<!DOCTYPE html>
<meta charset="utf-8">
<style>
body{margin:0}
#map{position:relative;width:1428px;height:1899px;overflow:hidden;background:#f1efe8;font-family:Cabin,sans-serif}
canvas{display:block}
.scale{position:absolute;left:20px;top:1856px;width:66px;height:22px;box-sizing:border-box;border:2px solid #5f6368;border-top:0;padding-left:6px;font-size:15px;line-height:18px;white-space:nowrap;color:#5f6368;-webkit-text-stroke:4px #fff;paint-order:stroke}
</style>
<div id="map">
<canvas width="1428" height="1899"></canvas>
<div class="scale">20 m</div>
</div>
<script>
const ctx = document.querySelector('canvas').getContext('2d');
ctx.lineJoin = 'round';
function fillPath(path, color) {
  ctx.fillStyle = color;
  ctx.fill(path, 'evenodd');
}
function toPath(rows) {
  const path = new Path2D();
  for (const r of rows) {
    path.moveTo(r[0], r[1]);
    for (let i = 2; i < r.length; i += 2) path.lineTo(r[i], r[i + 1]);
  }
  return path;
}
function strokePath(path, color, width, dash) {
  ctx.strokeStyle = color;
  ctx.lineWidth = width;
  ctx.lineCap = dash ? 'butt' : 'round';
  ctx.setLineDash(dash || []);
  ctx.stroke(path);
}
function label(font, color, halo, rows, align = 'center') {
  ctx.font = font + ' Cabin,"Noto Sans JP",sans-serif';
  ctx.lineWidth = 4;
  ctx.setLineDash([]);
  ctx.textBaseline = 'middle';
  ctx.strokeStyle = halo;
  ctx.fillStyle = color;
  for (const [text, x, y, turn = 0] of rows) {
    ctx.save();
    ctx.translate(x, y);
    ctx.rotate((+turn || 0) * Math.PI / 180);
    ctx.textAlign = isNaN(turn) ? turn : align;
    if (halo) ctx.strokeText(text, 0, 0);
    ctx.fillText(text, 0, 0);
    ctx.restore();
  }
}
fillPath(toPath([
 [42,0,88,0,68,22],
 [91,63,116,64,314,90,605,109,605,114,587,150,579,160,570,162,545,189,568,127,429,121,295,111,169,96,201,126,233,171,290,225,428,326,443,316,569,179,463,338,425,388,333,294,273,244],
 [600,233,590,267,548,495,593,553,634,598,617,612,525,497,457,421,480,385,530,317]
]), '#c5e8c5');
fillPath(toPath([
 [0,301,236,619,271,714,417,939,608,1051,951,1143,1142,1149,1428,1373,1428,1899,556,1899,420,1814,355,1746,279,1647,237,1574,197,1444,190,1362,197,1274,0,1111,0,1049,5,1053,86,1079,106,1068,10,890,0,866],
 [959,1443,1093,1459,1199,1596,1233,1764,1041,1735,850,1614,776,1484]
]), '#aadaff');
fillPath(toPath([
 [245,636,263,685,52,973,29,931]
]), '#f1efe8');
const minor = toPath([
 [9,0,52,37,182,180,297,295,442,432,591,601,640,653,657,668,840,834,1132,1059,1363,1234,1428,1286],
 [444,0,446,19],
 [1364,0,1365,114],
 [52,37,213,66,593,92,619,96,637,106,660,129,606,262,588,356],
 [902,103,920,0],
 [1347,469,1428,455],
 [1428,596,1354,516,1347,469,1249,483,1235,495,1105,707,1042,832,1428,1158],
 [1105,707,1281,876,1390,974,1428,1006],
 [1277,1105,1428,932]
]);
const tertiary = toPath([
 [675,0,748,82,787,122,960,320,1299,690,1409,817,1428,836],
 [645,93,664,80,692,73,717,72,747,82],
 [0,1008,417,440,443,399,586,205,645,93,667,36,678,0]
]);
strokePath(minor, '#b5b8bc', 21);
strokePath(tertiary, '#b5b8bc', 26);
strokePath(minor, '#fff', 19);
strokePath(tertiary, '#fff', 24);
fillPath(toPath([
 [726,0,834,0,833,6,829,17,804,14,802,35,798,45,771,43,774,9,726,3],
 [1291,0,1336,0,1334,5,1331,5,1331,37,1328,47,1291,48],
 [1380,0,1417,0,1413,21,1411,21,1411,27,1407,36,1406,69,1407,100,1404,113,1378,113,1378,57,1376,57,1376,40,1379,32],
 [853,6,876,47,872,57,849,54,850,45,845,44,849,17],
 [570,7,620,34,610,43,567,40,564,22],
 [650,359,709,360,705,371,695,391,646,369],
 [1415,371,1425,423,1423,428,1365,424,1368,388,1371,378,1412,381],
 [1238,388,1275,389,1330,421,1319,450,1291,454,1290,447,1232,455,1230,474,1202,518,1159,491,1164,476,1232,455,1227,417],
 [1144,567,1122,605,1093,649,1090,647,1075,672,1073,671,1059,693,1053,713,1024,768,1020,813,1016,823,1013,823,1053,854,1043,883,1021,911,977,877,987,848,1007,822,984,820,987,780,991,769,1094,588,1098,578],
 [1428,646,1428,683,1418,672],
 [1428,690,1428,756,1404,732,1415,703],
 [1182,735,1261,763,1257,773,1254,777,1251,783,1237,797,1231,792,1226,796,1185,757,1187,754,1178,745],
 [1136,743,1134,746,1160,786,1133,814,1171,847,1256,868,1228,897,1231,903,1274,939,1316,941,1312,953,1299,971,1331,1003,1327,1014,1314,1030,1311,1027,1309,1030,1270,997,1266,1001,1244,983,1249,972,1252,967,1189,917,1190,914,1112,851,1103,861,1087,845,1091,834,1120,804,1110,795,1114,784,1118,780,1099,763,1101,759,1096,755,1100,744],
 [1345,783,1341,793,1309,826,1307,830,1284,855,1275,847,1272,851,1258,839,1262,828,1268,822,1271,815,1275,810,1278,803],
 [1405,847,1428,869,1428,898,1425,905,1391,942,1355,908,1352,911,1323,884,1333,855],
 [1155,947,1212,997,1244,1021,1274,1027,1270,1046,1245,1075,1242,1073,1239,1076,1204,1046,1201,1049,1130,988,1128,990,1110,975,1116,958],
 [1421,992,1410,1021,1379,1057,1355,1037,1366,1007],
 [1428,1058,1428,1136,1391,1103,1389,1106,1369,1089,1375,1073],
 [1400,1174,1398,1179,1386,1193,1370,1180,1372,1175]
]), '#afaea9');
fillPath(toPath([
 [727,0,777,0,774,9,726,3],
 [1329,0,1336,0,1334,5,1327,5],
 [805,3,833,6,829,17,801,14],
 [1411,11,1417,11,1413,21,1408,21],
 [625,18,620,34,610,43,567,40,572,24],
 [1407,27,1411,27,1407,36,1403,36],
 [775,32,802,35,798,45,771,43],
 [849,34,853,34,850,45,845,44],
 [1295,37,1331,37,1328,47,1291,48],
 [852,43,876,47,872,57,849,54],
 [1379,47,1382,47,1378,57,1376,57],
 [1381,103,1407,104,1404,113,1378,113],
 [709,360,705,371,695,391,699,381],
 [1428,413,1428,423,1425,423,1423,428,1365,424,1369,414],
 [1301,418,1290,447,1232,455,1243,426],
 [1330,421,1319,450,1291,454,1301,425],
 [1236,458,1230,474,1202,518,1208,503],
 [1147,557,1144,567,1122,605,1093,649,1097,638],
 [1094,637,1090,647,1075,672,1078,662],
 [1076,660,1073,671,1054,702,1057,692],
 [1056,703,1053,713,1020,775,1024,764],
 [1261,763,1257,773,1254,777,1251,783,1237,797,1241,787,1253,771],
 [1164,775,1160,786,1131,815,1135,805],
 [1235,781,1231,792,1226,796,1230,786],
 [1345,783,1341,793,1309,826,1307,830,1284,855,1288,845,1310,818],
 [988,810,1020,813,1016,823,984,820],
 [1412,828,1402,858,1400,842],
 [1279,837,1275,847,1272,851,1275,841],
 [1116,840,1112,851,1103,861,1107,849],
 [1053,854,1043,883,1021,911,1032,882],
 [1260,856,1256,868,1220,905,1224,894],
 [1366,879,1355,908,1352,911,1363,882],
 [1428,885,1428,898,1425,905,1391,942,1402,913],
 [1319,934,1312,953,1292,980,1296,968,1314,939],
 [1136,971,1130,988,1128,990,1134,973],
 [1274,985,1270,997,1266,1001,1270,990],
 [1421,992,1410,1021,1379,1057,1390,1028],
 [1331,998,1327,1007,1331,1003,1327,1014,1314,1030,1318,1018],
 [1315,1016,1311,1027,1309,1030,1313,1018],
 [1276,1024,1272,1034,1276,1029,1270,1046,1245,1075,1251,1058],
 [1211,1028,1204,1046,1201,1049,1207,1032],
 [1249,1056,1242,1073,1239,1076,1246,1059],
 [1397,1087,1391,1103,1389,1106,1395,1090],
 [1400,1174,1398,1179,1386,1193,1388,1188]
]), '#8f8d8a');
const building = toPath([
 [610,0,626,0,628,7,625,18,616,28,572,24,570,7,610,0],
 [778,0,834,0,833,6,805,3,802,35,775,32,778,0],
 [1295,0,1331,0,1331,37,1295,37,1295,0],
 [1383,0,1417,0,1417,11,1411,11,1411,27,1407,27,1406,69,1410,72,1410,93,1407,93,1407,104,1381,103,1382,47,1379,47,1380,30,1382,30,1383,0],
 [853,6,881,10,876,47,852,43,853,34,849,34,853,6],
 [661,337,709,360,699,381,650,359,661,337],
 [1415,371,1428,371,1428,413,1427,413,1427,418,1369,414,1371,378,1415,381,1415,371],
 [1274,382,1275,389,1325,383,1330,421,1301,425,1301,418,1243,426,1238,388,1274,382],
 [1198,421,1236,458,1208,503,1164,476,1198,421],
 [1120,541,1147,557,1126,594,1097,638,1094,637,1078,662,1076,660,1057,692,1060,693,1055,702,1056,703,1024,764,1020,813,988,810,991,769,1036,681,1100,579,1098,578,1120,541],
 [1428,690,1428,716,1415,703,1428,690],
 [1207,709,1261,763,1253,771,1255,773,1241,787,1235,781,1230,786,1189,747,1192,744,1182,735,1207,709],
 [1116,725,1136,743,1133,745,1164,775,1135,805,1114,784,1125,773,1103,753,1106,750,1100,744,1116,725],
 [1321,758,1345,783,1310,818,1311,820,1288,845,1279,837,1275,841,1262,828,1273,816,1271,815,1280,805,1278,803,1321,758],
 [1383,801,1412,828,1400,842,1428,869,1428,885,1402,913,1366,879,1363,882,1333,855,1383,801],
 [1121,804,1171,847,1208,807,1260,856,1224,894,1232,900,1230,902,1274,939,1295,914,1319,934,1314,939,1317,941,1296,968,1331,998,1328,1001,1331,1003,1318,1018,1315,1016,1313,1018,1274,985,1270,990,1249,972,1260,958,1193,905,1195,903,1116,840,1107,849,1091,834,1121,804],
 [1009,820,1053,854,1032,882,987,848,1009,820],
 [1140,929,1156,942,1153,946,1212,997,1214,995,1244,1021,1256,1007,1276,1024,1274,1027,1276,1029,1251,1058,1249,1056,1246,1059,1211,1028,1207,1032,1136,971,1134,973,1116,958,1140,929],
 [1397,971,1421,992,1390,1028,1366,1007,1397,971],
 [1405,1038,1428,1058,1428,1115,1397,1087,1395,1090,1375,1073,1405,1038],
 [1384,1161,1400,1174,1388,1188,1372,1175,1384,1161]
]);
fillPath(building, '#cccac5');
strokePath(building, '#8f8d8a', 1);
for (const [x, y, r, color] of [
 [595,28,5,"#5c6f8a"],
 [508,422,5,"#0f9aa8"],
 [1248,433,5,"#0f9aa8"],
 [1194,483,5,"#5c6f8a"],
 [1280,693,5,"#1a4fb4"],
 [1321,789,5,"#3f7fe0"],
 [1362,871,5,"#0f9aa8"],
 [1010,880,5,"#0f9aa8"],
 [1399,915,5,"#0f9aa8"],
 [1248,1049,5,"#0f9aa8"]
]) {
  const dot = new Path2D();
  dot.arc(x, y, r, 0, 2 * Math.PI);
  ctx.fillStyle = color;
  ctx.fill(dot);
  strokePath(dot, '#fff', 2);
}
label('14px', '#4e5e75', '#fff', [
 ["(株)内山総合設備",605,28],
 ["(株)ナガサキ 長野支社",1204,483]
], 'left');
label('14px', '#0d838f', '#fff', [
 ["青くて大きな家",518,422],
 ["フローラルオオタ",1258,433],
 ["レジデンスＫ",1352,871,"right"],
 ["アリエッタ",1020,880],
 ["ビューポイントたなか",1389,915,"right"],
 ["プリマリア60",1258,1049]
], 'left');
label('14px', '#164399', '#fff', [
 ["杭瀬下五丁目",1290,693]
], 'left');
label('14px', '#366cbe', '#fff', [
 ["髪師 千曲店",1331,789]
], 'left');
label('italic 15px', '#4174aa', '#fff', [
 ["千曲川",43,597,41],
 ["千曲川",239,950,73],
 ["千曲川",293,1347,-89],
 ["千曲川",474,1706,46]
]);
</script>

####

_Activity_
Every line from the first through the one containing "const ctx = document.querySelector('canvas').getContext('2d');" in the listing above must be given again exactly, with nothing else alongside.

_Answer for the task_
<!DOCTYPE html>
<meta charset="utf-8">
<style>
body{margin:0}
#map{position:relative;width:1428px;height:1899px;overflow:hidden;background:#f1efe8;font-family:Cabin,sans-serif}
canvas{display:block}
.scale{position:absolute;left:20px;top:1856px;width:66px;height:22px;box-sizing:border-box;border:2px solid #5f6368;border-top:0;padding-left:6px;font-size:15px;line-height:18px;white-space:nowrap;color:#5f6368;-webkit-text-stroke:4px #fff;paint-order:stroke}
</style>
<div id="map">
<canvas width="1428" height="1899"></canvas>
<div class="scale">20 m</div>
</div>
<script>
const ctx = document.querySelector('canvas').getContext('2d');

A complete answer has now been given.